[Start of Attachment]
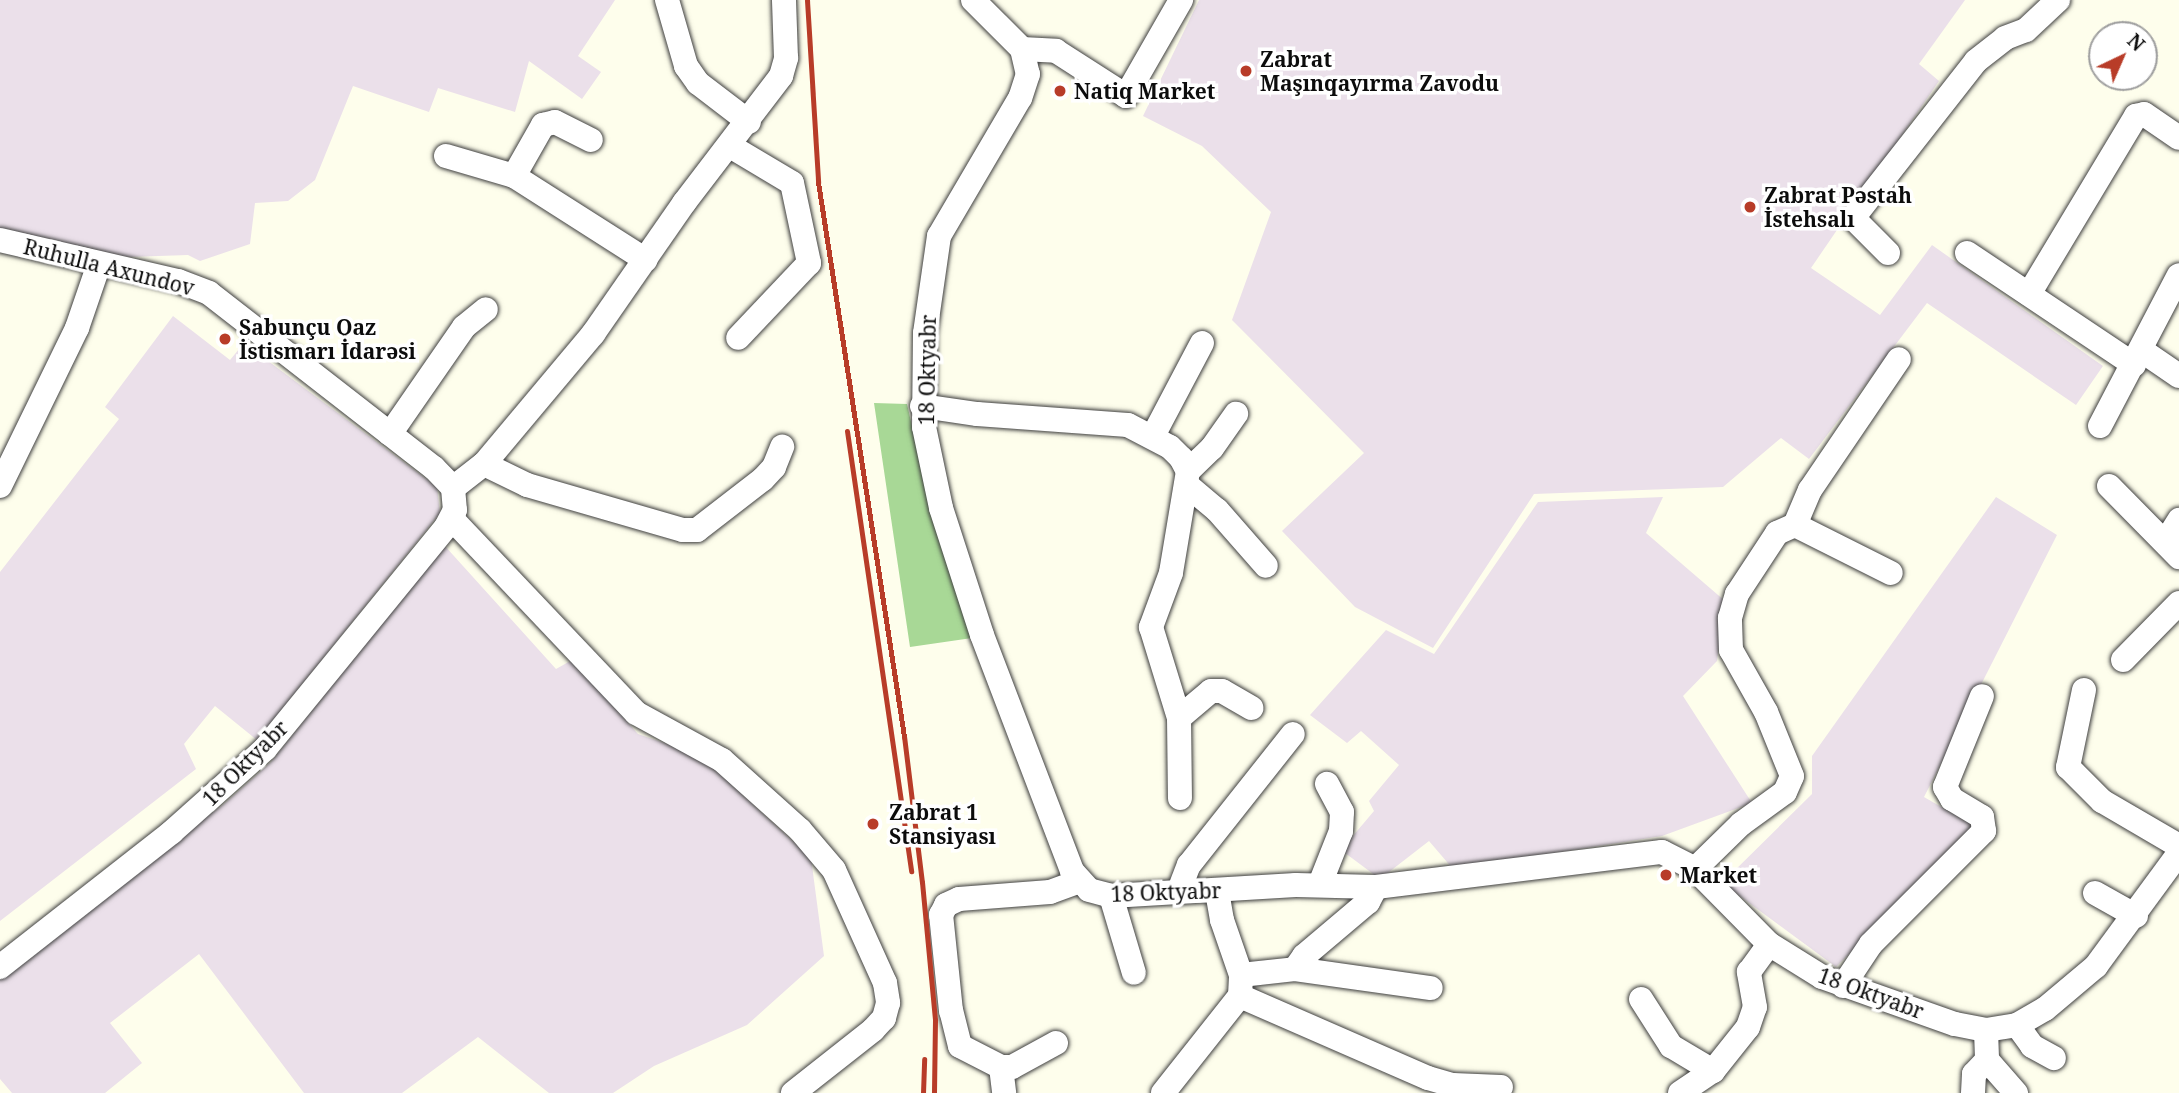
<!DOCTYPE html>
<meta charset="utf-8">
<style>
body{margin:0}
#map{position:relative;width:2179px;height:1093px;overflow:hidden;background:#fefeec;font-family:"Noto Serif",serif}
div>[style]{position:absolute}
[style*='--x']{left:calc(var(--x)*1px);top:calc(var(--y)*1px);width:calc(var(--w)*1px);rotate:calc(var(--a)*1deg)}
.industrial>*{inset:0;background:#ebe0ea}
.forest>*{inset:0;background:#a8d896}
.roads{filter:drop-shadow(0 0 2px #3f3f3f) drop-shadow(0 0 2px #3f3f3f)}
.minor>*{height:24px;margin:-12px;padding:0 12px;transform-origin:12px;border-radius:12px;background:#fff}
.rail>*{height:5px;margin:-2.5px;padding:0 2.5px;transform-origin:2.5px;border-radius:2.5px;background:#b83c28}
.dots>*{width:19px;height:19px;translate:-50% -50%;box-sizing:border-box;border:4px solid #fff;border-radius:50%}
span{translate:-50% -50%;white-space:nowrap;text-align:center;line-height:1.15;-webkit-text-stroke:7px #fff;paint-order:stroke}
.poi-label{font-size:21px;color:#0c0c0c;font-weight:700}
.left{translate:0 -50%;text-align:left}
.street-label{font-size:21px;color:#0c0c0c}
.north{position:absolute;left:2088px;top:21px;width:70px;height:70px;box-sizing:border-box;background:#fff;border:2px solid #9e9e9e;border-radius:50%;rotate:44deg;font-size:19px;font-weight:700;line-height:28px;text-align:center;color:#0c0c0c}
.north::after{content:'';display:block;margin:auto;width:24px;height:32px;background:#b83c28;clip-path:polygon(50% 0,100% 100%,50% 72%,0 100%)}
</style>
<div id="map">
<div class="industrial">
<div style="clip-path:polygon(0 0,615px 0,578px 56px,601px 72px,582px 99px,529px 61px,515px 112px,438px 88px,429px 112px,353px 86px,315px 180px,288px 201px,255px 203px,250px 244px,200px 261px,188px 255px,129px 257px,85px 251px,0 230px)"></div>
<div style="clip-path:polygon(1199px 0,1965px 0,1919px 64px,1939px 81px,1811px 268px,1880px 315px,1932px 245px,2103px 366px,2076px 405px,1927px 303px,1809px 459px,1781px 438px,1723px 487px,1534px 494px,1433px 648px,1355px 607px,1282px 531px,1364px 453px,1232px 320px,1271px 212px,1202px 146px,1143px 116px)"></div>
<div style="clip-path:polygon(173px 316px,230px 360px,244px 343px,437px 487px,440px 513px,257px 740px,215px 706px,184px 744px,196px 769px,0 921px,0 572px,119px 419px,105px 407px)"></div>
<div style="clip-path:polygon(1663px 497px,1646px 533px,1725px 601px,1717px 661px,1683px 696px,1752px 803px,1662px 836px,1453px 869px,1429px 841px,1380px 879px,1341px 850px,1374px 811px,1369px 801px,1399px 765px,1361px 731px,1347px 743px,1310px 715px,1386px 630px,1434px 654px,1538px 502px)"></div>
<div style="clip-path:polygon(1996px 497px,2057px 535px,1924px 797px,1976px 827px,1836px 967px,1722px 883px,1812px 794px,1812px 756px)"></div>
<div style="clip-path:polygon(444px 545px,556px 669px,572px 660px,638px 734px,699px 755px,811px 858px,824px 956px,747px 1025px,654px 1066px,613px 1093px,549px 1093px,478px 1037px,402px 1093px,304px 1093px,199px 954px,110px 1023px,142px 1063px,105px 1093px,12px 1093px,0 1079px,0 973px,224px 804px,271px 762px)"></div>
</div>
<div class="forest">
<div style="clip-path:polygon(874px 403px,907px 404px,934px 524px,972px 638px,910px 647px)"></div>
</div>
<div class="roads">
<div class="minor">
<div style="--x:667;--y:0;--w:69;--a:73.9"></div>
<div style="--x:686;--y:66;--w:21;--a:55"></div>
<div style="--x:698;--y:83;--w:64;--a:37.4"></div>
<div style="--x:973;--y:0;--w:69;--a:45"></div>
<div style="--x:1022;--y:49;--w:26;--a:77"></div>
<div style="--x:1028;--y:74;--w:25;--a:108"></div>
<div style="--x:1020;--y:98;--w:160;--a:120.4"></div>
<div style="--x:939;--y:236;--w:98;--a:98.2"></div>
<div style="--x:925;--y:333;--w:94;--a:90.6"></div>
<div style="--x:924;--y:427;--w:83;--a:78.1"></div>
<div style="--x:941;--y:508;--w:133;--a:72.1"></div>
<div style="--x:982;--y:635;--w:253;--a:69.1"></div>
<div style="--x:1072;--y:871;--w:25;--a:48"></div>
<div style="--x:1089;--y:890;--w:23;--a:15"></div>
<div style="--x:1111;--y:896;--w:185;--a:-3.4"></div>
<div style="--x:1296;--y:885;--w:80;--a:1.4"></div>
<div style="--x:1376;--y:887;--w:288;--a:-7"></div>
<div style="--x:1662;--y:852;--w:37;--a:27"></div>
<div style="--x:1695;--y:869;--w:105;--a:45.4"></div>
<div style="--x:1769;--y:944;--w:62;--a:31.9"></div>
<div style="--x:1822;--y:977;--w:141;--a:19.5"></div>
<div style="--x:1955;--y:1024;--w:32;--a:11"></div>
<div style="--x:1986;--y:1030;--w:31;--a:-9"></div>
<div style="--x:2017;--y:1025;--w:32;--a:-30"></div>
<div style="--x:2045;--y:1009;--w:67;--a:-40.1"></div>
<div style="--x:2096;--y:966;--w:140;--a:-53.7"></div>
<div style="--x:1022;--y:49;--w:34;--a:3"></div>
<div style="--x:1056;--y:51;--w:83;--a:32.7"></div>
<div style="--x:1126;--y:96;--w:111;--a:-60.2"></div>
<div style="--x:730;--y:146;--w:72;--a:30.8"></div>
<div style="--x:792;--y:183;--w:82;--a:78"></div>
<div style="--x:809;--y:263;--w:103;--a:133.4"></div>
<div style="--x:446;--y:156;--w:71;--a:16.4"></div>
<div style="--x:514;--y:176;--w:156;--a:32.5"></div>
<div style="--x:514;--y:176;--w:59;--a:-60.4"></div>
<div style="--x:543;--y:125;--w:12;--a:-14"></div>
<div style="--x:555;--y:122;--w:40;--a:26.6"></div>
<div style="--x:0;--y:240;--w:183;--a:13"></div>
<div style="--x:178;--y:281;--w:33;--a:21"></div>
<div style="--x:209;--y:293;--w:285;--a:37.9"></div>
<div style="--x:434;--y:468;--w:28;--a:46"></div>
<div style="--x:453;--y:488;--w:22;--a:85"></div>
<div style="--x:455;--y:510;--w:19;--a:118"></div>
<div style="--x:446;--y:527;--w:286;--a:129.2"></div>
<div style="--x:265;--y:749;--w:125;--a:138.3"></div>
<div style="--x:172;--y:832;--w:219;--a:141.9"></div>
<div style="--x:1888;--y:253;--w:49;--a:-135"></div>
<div style="--x:1853;--y:218;--w:199;--a:-51.9"></div>
<div style="--x:1976;--y:61;--w:37;--a:-38"></div>
<div style="--x:2005;--y:38;--w:22;--a:-21"></div>
<div style="--x:2026;--y:30;--w:44;--a:-43.2"></div>
<div style="--x:1967;--y:253;--w:201;--a:33.8"></div>
<div style="--x:2029;--y:294;--w:208;--a:-59"></div>
<div style="--x:2136;--y:116;--w:8;--a:-14"></div>
<div style="--x:2144;--y:114;--w:42;--a:34.4"></div>
<div style="--x:2141;--y:350;--w:46;--a:34.4"></div>
<div style="--x:922;--y:406;--w:56;--a:8.3"></div>
<div style="--x:977;--y:414;--w:151;--a:4.2"></div>
<div style="--x:1128;--y:425;--w:47;--a:27.6"></div>
<div style="--x:1170;--y:447;--w:16;--a:45"></div>
<div style="--x:1181;--y:458;--w:15;--a:62"></div>
<div style="--x:1188;--y:471;--w:103;--a:99.5"></div>
<div style="--x:1171;--y:573;--w:58;--a:110.3"></div>
<div style="--x:1151;--y:627;--w:95;--a:72.9"></div>
<div style="--x:1179;--y:718;--w:80;--a:89.3"></div>
<div style="--x:2100;--y:426;--w:170;--a:-62.4"></div>
<div style="--x:390;--y:434;--w:130;--a:-55.3"></div>
<div style="--x:464;--y:327;--w:28;--a:-39"></div>
<div style="--x:1153;--y:436;--w:105;--a:-62.2"></div>
<div style="--x:484;--y:464;--w:48;--a:26"></div>
<div style="--x:527;--y:485;--w:162;--a:16.1"></div>
<div style="--x:683;--y:530;--w:14;--a:0"></div>
<div style="--x:697;--y:530;--w:83;--a:-37.7"></div>
<div style="--x:763;--y:479;--w:16;--a:-47"></div>
<div style="--x:774;--y:467;--w:22;--a:-68"></div>
<div style="--x:1188;--y:471;--w:33;--a:-44"></div>
<div style="--x:1212;--y:448;--w:42;--a:-54.8"></div>
<div style="--x:1187;--y:485;--w:39;--a:40"></div>
<div style="--x:1217;--y:510;--w:74;--a:48.8"></div>
<div style="--x:0;--y:486;--w:176;--a:-64"></div>
<div style="--x:77;--y:328;--w:68;--a:-71"></div>
<div style="--x:2109;--y:486;--w:100;--a:45.4"></div>
<div style="--x:453;--y:488;--w:39;--a:-38"></div>
<div style="--x:484;--y:464;--w:170;--a:-50"></div>
<div style="--x:593;--y:334;--w:160;--a:-55.2"></div>
<div style="--x:684;--y:203;--w:160;--a:-52.6"></div>
<div style="--x:781;--y:76;--w:19;--a:-74"></div>
<div style="--x:786;--y:58;--w:58;--a:-92"></div>
<div style="--x:452;--y:519;--w:267;--a:46.5"></div>
<div style="--x:636;--y:713;--w:98;--a:28.7"></div>
<div style="--x:722;--y:760;--w:105;--a:41.9"></div>
<div style="--x:800;--y:830;--w:52;--a:49.6"></div>
<div style="--x:834;--y:870;--w:124;--a:65.7"></div>
<div style="--x:885;--y:983;--w:20;--a:81"></div>
<div style="--x:888;--y:1003;--w:16;--a:105"></div>
<div style="--x:884;--y:1018;--w:16;--a:133"></div>
<div style="--x:873;--y:1030;--w:102;--a:141.8"></div>
<div style="--x:1795;--y:525;--w:107;--a:26.6"></div>
<div style="--x:2166;--y:541;--w:25;--a:-58"></div>
<div style="--x:2123;--y:660;--w:80;--a:-45.5"></div>
<div style="--x:2084;--y:690;--w:79;--a:101.7"></div>
<div style="--x:2068;--y:767;--w:48;--a:45"></div>
<div style="--x:2102;--y:801;--w:89;--a:30.3"></div>
<div style="--x:1179;--y:718;--w:42;--a:-40.2"></div>
<div style="--x:1211;--y:691;--w:11;--a:0"></div>
<div style="--x:1222;--y:691;--w:34;--a:30"></div>
<div style="--x:1695;--y:869;--w:64;--a:-44.4"></div>
<div style="--x:1741;--y:824;--w:54;--a:-36"></div>
<div style="--x:1785;--y:792;--w:17;--a:-66"></div>
<div style="--x:1792;--y:776;--w:69;--a:-112.1"></div>
<div style="--x:1766;--y:712;--w:71;--a:-119.4"></div>
<div style="--x:1731;--y:650;--w:32;--a:-92"></div>
<div style="--x:1730;--y:618;--w:25;--a:-74"></div>
<div style="--x:1737;--y:594;--w:73;--a:-56.7"></div>
<div style="--x:1777;--y:533;--w:20;--a:-24"></div>
<div style="--x:1795;--y:525;--w:38;--a:-67"></div>
<div style="--x:1810;--y:490;--w:158;--a:-55.8"></div>
<div style="--x:1320;--y:884;--w:57;--a:-68.4"></div>
<div style="--x:1341;--y:831;--w:19;--a:-87"></div>
<div style="--x:1342;--y:812;--w:32;--a:-118"></div>
<div style="--x:1178;--y:893;--w:30;--a:-69"></div>
<div style="--x:1189;--y:865;--w:167;--a:-51.6"></div>
<div style="--x:2095;--y:893;--w:47;--a:29.3"></div>
<div style="--x:1111;--y:896;--w:80;--a:73.4"></div>
<div style="--x:1295;--y:969;--w:16;--a:-55"></div>
<div style="--x:1304;--y:956;--w:84;--a:-40.2"></div>
<div style="--x:1368;--y:902;--w:17;--a:-62"></div>
<div style="--x:1241;--y:975;--w:54;--a:-6.3"></div>
<div style="--x:1295;--y:969;--w:137;--a:8"></div>
<div style="--x:1843;--y:986;--w:50;--a:-56.3"></div>
<div style="--x:1871;--y:944;--w:160;--a:-45"></div>
<div style="--x:1984;--y:831;--w:14;--a:-98"></div>
<div style="--x:1982;--y:817;--w:35;--a:-149"></div>
<div style="--x:1952;--y:799;--w:14;--a:-120"></div>
<div style="--x:1945;--y:787;--w:98;--a:-67.9"></div>
<div style="--x:1240;--y:996;--w:205;--a:23.6"></div>
<div style="--x:1428;--y:1078;--w:26;--a:16"></div>
<div style="--x:1453;--y:1085;--w:48;--a:2.4"></div>
<div style="--x:1641;--y:999;--w:56;--a:57.4"></div>
<div style="--x:1671;--y:1046;--w:49;--a:30.8"></div>
<div style="--x:2017;--y:1025;--w:26;--a:54"></div>
<div style="--x:2032;--y:1046;--w:25;--a:29"></div>
<div style="--x:1986;--y:1030;--w:30;--a:88"></div>
<div style="--x:1987;--y:1060;--w:44;--a:48.7"></div>
<div style="--x:1056;--y:1043;--w:50;--a:151.4"></div>
<div style="--x:1012;--y:1067;--w:11;--a:180"></div>
<div style="--x:1001;--y:1067;--w:46;--a:-152.9"></div>
<div style="--x:960;--y:1046;--w:36;--a:-104"></div>
<div style="--x:951;--y:1011;--w:97;--a:-95.9"></div>
<div style="--x:941;--y:915;--w:11;--a:-63"></div>
<div style="--x:946;--y:905;--w:14;--a:-25"></div>
<div style="--x:959;--y:899;--w:91;--a:-4.4"></div>
<div style="--x:1050;--y:892;--w:32;--a:-20"></div>
<div style="--x:1001;--y:1067;--w:26;--a:83"></div>
<div style="--x:1163;--y:1093;--w:124;--a:-51.6"></div>
<div style="--x:1240;--y:996;--w:21;--a:-87"></div>
<div style="--x:1241;--y:975;--w:58;--a:-109.1"></div>
<div style="--x:1222;--y:920;--w:29;--a:-100"></div>
<div style="--x:1680;--y:1093;--w:40;--a:-34"></div>
<div style="--x:1713;--y:1071;--w:56;--a:-51.5"></div>
<div style="--x:1748;--y:1027;--w:21;--a:-71"></div>
<div style="--x:1755;--y:1007;--w:36;--a:-100"></div>
<div style="--x:1749;--y:972;--w:34;--a:-54"></div>
<div style="--x:1973;--y:1093;--w:19;--a:-87"></div>
<div style="--x:1974;--y:1074;--w:19;--a:-47"></div>
</div>
</div>
<div class="rail">
<div style="--x:807;--y:0;--w:182;--a:86.5"></div>
<div style="--x:818;--y:182;--w:561;--a:81.18"></div>
<div style="--x:904;--y:736;--w:147;--a:83"></div>
<div style="--x:922;--y:882;--w:139;--a:84.6"></div>
<div style="--x:935;--y:1020;--w:73;--a:90.8"></div>
<div style="--x:847;--y:431;--w:445;--a:81.7"></div>
<div style="--x:923;--y:1093;--w:34;--a:-88"></div>
</div>
<div class="dots">
<div style="left:1246px;top:71px;background:#b83c28"></div>
<div style="left:1060px;top:91px;background:#b83c28"></div>
<div style="left:1750px;top:207px;background:#b83c28"></div>
<div style="left:225px;top:339px;background:#b83c28"></div>
<div style="left:873px;top:824px;background:#b83c28"></div>
<div style="left:1666px;top:875px;background:#b83c28"></div>
</div>
<div class="poi-label">
<span class="left" style="left:1260px;top:71px">Zabrat<br>Maşınqayırma Zavodu</span>
<span class="left" style="left:1074px;top:91px">Natiq Market</span>
<span class="left" style="left:1764px;top:207px">Zabrat Pəstah<br>İstehsalı</span>
<span class="left" style="left:239px;top:339px">Sabunçu Qaz<br>İstismarı İdarəsi</span>
<span class="left" style="left:889px;top:824px">Zabrat 1<br>Stansiyası</span>
<span class="left" style="left:1680px;top:875px">Market</span>
</div>
<div class="street-label">
<span style="left:109px;top:267px;rotate:14deg">Ruhulla Axundov</span>
<span style="left:927px;top:370px;rotate:-89deg">18 Oktyabr</span>
<span style="left:245px;top:763px;rotate:-45deg">18 Oktyabr</span>
<span style="left:1166px;top:892px;rotate:-2deg">18 Oktyabr</span>
<span style="left:1871px;top:993px;rotate:20deg">18 Oktyabr</span>
</div>
<div class="north">N</div>
</div>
[End of Attachment]
▸ **TASK BRIEF**: If a line in the material contains "origin", show it.

▸ **OUTPUT FOR THIS TASK**:
.minor>*{height:24px;margin:-12px;padding:0 12px;transform-origin:12px;border-radius:12px;background:#fff}
.rail>*{height:5px;margin:-2.5px;padding:0 2.5px;transform-origin:2.5px;border-radius:2.5px;background:#b83c28}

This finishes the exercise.